■ ASSIGNMENT: Take each line below that has "then" and copy it.

■ TASK INPUTS:
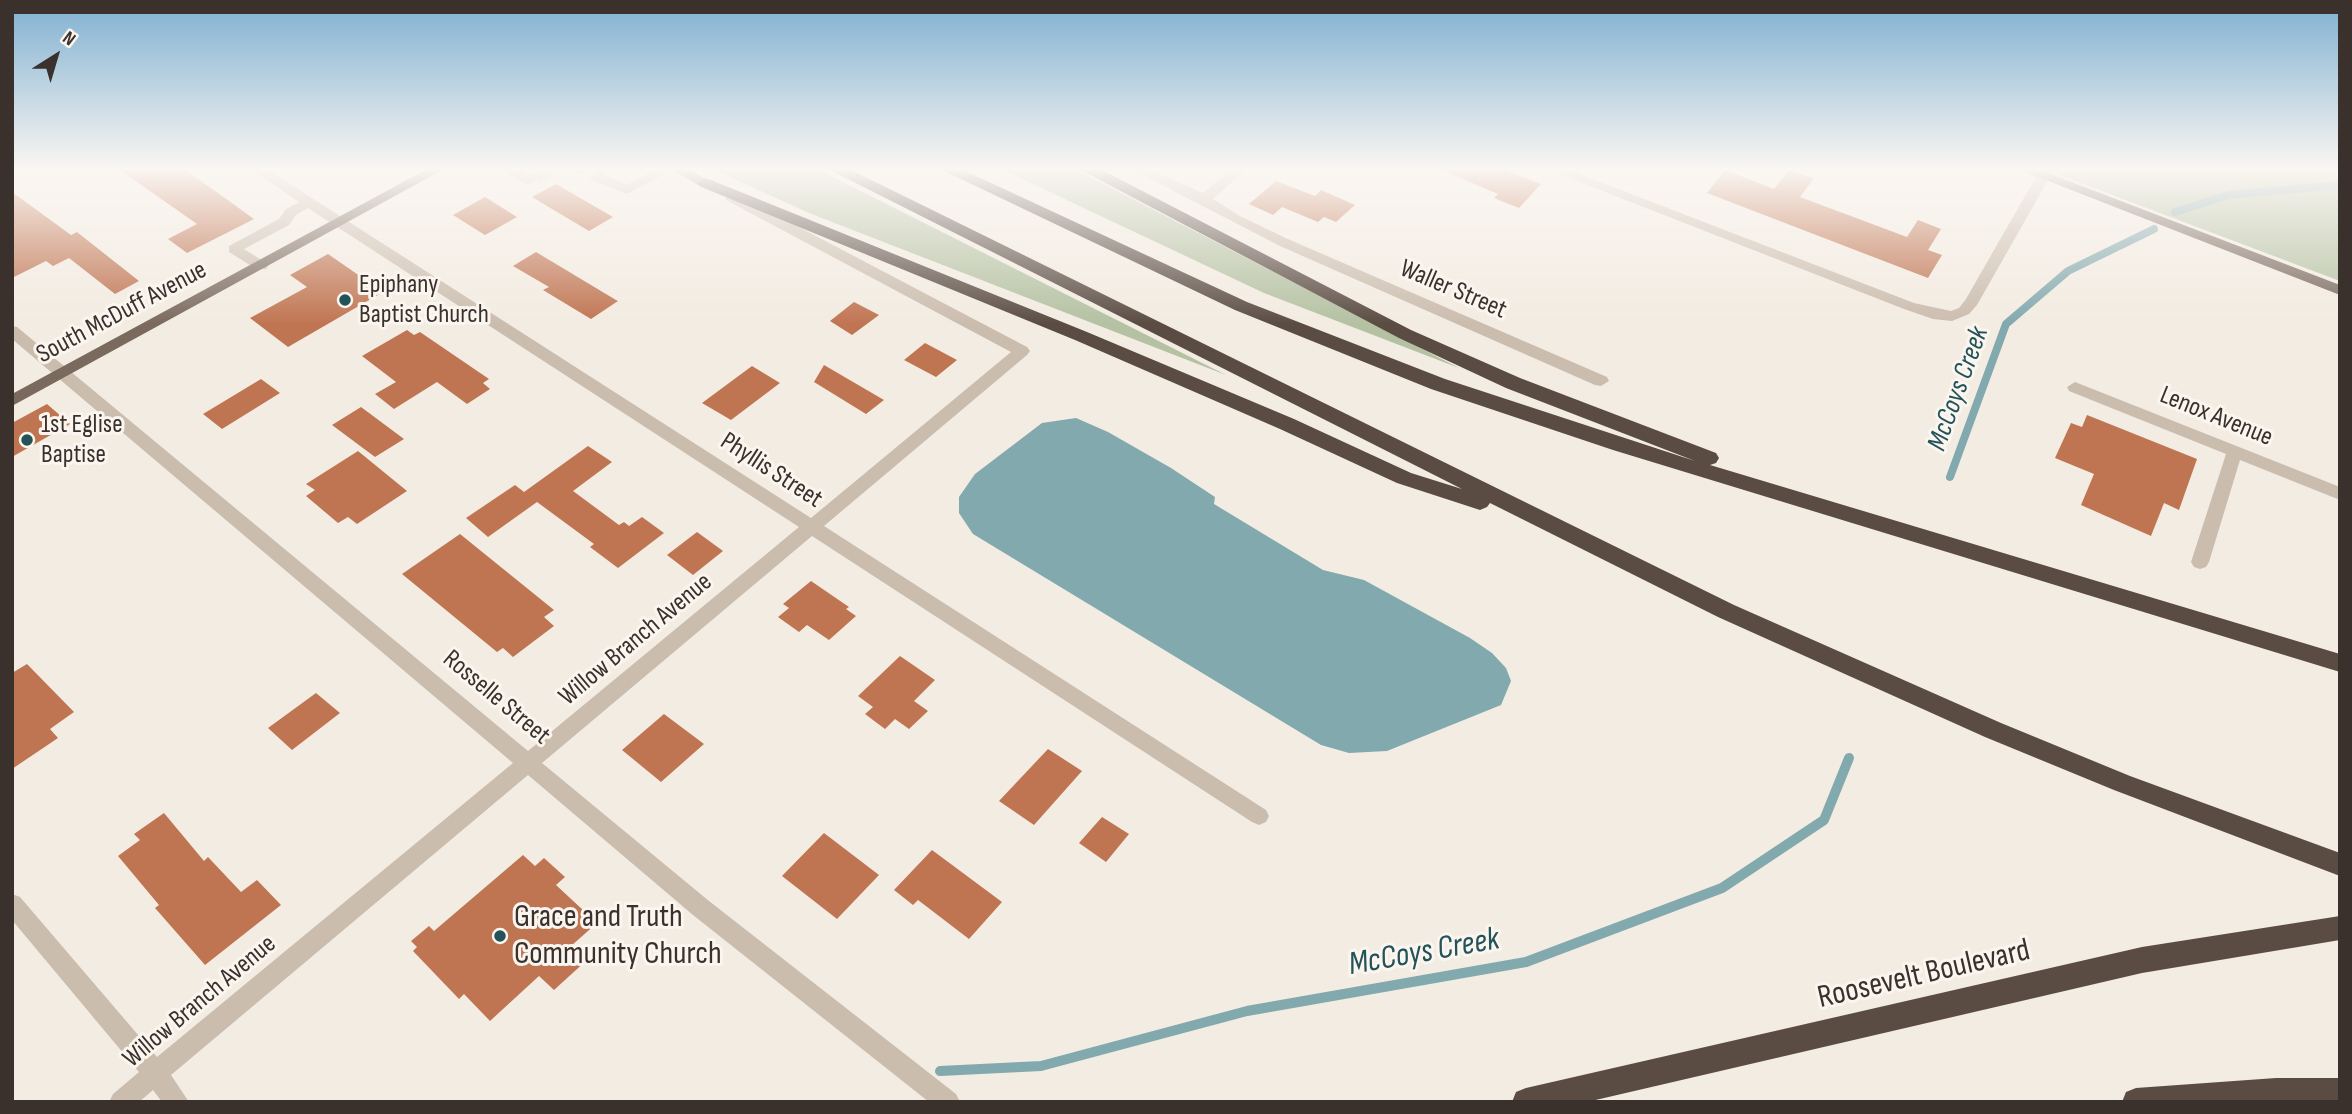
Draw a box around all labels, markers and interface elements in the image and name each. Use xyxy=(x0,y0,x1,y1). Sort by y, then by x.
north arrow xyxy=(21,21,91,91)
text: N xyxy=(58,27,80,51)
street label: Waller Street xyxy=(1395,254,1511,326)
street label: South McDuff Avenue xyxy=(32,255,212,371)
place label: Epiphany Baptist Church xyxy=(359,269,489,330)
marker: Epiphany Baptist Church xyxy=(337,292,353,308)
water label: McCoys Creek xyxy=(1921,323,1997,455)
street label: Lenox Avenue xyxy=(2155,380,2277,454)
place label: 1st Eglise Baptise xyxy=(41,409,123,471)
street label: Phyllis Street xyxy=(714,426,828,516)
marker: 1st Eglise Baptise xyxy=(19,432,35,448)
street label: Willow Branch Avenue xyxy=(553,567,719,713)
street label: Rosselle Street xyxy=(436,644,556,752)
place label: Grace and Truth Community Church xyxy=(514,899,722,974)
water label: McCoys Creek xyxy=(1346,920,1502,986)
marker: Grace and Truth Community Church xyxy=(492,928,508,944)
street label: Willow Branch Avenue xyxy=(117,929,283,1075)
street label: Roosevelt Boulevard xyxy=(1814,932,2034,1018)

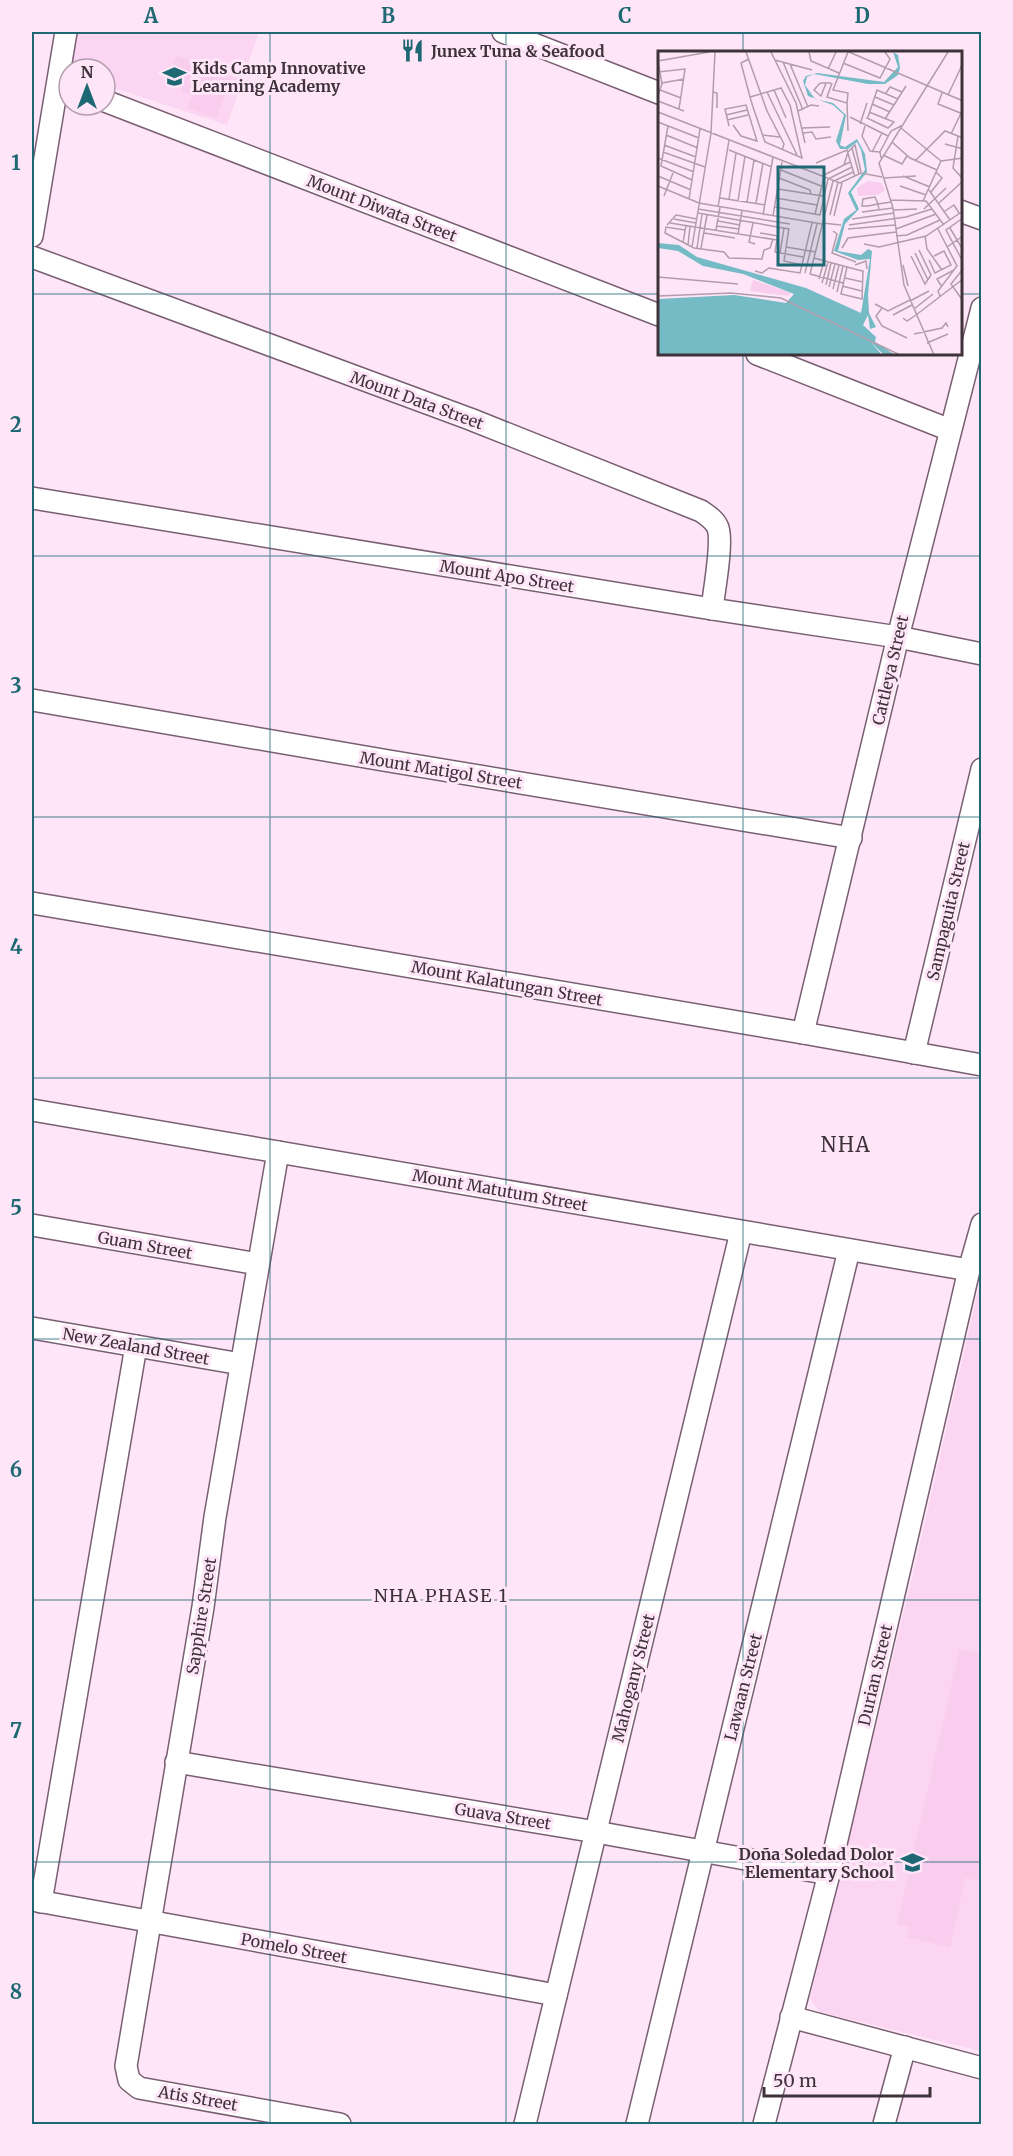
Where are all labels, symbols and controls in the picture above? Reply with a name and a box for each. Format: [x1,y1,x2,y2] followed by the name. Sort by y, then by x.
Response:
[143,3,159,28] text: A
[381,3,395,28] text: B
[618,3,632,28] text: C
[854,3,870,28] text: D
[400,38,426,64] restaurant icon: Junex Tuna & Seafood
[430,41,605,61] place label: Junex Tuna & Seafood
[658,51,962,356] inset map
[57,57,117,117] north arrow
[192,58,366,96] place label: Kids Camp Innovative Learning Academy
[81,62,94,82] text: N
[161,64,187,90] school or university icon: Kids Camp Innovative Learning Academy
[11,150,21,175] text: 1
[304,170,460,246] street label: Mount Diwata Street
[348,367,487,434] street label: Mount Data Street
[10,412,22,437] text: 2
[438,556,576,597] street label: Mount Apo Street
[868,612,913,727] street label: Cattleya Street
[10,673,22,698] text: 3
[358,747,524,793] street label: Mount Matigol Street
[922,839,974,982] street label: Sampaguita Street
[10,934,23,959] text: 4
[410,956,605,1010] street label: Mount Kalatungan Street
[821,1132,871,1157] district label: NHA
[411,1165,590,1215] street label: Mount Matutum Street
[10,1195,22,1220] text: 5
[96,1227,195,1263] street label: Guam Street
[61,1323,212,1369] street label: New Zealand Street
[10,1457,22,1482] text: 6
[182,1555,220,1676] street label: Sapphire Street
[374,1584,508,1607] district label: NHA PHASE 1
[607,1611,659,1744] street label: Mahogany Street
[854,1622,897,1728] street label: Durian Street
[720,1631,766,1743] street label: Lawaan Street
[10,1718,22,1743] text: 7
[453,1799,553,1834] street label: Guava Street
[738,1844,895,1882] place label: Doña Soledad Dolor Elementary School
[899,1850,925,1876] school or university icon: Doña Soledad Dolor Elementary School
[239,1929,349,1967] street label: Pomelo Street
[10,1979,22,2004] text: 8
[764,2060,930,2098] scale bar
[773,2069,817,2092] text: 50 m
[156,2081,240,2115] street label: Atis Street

■ OUTPUT FOR THIS EXERCISE:
Draw a box around all labels, markers and interface elements in the image and name each. Use xyxy=(x0,y0,x1,y1). Sort by y, then by x.
Where are all labels, symbols and controls in the picture above? Reply with a name and a box for each. Format: [x1,y1,x2,y2] followed by the name. Sort by y, then by x.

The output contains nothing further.